Tour guides encourage their crew not to climb, signs around the park urge visitors not to, and many visitors choose to listen. Instead they enjoy the stories and history of the rock, walk around the base to view the ancient paintings, take photographs of the eerie formations that correlate with the Dreamtime tales, and sign then their names in a guest book located in the Cultural Centre in support of the Anangu people’s wishes not to climb.
(Original photograph by Nikolina Gagic. Take note of the shadow of a face in the middle of the photograph.)
G Adventures’ CEO Guide Brett Grant has worked as a guide in Uluru for two years, and before that lived and worked in the area for three. He explains that there has been a miscommunication between parties: “The Anangu people’s opposition is not always represented accurately at times.

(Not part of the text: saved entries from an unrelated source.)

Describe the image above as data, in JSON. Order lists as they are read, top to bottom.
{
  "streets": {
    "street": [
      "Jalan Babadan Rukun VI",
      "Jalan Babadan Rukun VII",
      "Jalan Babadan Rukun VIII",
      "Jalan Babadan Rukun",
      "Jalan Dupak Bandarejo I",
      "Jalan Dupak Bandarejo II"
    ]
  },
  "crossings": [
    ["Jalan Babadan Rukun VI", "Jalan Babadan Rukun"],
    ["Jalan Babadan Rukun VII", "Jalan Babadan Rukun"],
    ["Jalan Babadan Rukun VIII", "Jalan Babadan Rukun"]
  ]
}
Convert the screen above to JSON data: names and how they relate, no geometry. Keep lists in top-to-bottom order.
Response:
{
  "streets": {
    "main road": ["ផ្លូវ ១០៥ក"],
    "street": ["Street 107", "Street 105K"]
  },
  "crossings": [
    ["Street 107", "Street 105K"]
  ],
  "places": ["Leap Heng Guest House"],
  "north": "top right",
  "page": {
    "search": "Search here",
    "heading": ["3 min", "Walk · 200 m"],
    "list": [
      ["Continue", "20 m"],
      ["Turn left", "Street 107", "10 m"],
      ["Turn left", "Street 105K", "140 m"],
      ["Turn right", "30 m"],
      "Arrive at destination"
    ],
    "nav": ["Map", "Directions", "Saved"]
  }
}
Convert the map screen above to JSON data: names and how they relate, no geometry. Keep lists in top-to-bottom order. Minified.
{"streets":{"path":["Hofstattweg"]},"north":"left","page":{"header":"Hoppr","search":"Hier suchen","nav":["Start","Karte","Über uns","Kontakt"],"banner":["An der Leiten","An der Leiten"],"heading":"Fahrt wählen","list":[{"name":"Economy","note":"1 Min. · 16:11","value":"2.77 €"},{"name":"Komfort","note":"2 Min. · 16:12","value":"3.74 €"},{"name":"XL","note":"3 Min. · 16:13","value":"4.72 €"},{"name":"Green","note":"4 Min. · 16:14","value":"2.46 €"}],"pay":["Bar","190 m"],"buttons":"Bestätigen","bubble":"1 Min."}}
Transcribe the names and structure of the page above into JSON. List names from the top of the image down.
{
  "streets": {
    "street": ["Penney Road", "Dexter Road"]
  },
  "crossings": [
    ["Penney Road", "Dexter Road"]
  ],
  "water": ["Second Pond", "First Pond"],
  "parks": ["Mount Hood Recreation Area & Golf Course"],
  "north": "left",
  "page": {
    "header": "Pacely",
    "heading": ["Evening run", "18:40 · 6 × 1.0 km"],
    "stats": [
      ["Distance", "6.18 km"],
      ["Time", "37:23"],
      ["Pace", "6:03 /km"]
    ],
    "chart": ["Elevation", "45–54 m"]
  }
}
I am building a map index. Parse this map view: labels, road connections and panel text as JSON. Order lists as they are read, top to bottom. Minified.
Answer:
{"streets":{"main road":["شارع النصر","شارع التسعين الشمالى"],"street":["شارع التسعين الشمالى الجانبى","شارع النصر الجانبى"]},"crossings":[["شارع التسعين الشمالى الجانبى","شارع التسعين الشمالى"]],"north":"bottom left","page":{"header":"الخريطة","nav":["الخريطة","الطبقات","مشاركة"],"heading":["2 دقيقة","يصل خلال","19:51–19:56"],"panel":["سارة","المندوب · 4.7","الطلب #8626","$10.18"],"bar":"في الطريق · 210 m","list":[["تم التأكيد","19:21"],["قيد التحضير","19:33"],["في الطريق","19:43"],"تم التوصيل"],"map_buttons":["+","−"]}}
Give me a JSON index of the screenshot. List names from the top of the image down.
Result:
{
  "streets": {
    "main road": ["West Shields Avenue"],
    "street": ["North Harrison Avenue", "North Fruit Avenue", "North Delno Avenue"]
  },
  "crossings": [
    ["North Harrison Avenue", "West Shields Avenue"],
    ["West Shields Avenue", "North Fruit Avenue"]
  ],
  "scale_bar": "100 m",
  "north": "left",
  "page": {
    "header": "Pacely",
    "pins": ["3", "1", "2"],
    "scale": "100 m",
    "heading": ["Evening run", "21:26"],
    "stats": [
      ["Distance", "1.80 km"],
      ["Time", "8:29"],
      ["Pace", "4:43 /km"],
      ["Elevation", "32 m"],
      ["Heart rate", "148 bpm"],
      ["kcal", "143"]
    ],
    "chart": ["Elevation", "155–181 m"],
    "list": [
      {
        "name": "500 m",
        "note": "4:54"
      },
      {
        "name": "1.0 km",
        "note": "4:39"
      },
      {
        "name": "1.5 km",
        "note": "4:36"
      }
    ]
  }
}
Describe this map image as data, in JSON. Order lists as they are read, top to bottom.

“One; the Anangu people do not consider themselves the owners of Uluru, but the protectors of the rock, the land surrounding, and the creatures that inhibit it, which includes the people who visit and climb, and two; the rock carries spiritual importance to them and the climb, which has seen over 35 people plummet to their death, is too dangerous and they can’t stand aside and say nothing because their responsibility is to protect.”
(Original photograph by Nikolina Gagic.)
“At the moment all that the climb entails is metal posts jammed into the rock and a chain for people to hold onto. It takes three hours to get to the top and the only way to get down is the same way you got up.
“Weather conditions can make Uluru 40 degrees (celsius) hot, heavy winds, and heavy rainfall makes the climb slippery the climb is closed in summer and whenever the weather is forecast to be dangerous.
“Climbers let a lot of their rubbish, like water bottles and food wrappers drop to the bottom, and they relieve their bladders onto the rock and travels down into the water holes, which is in a lot of people’s opinion a rude thing to do for something spiritually significant,” Grant says.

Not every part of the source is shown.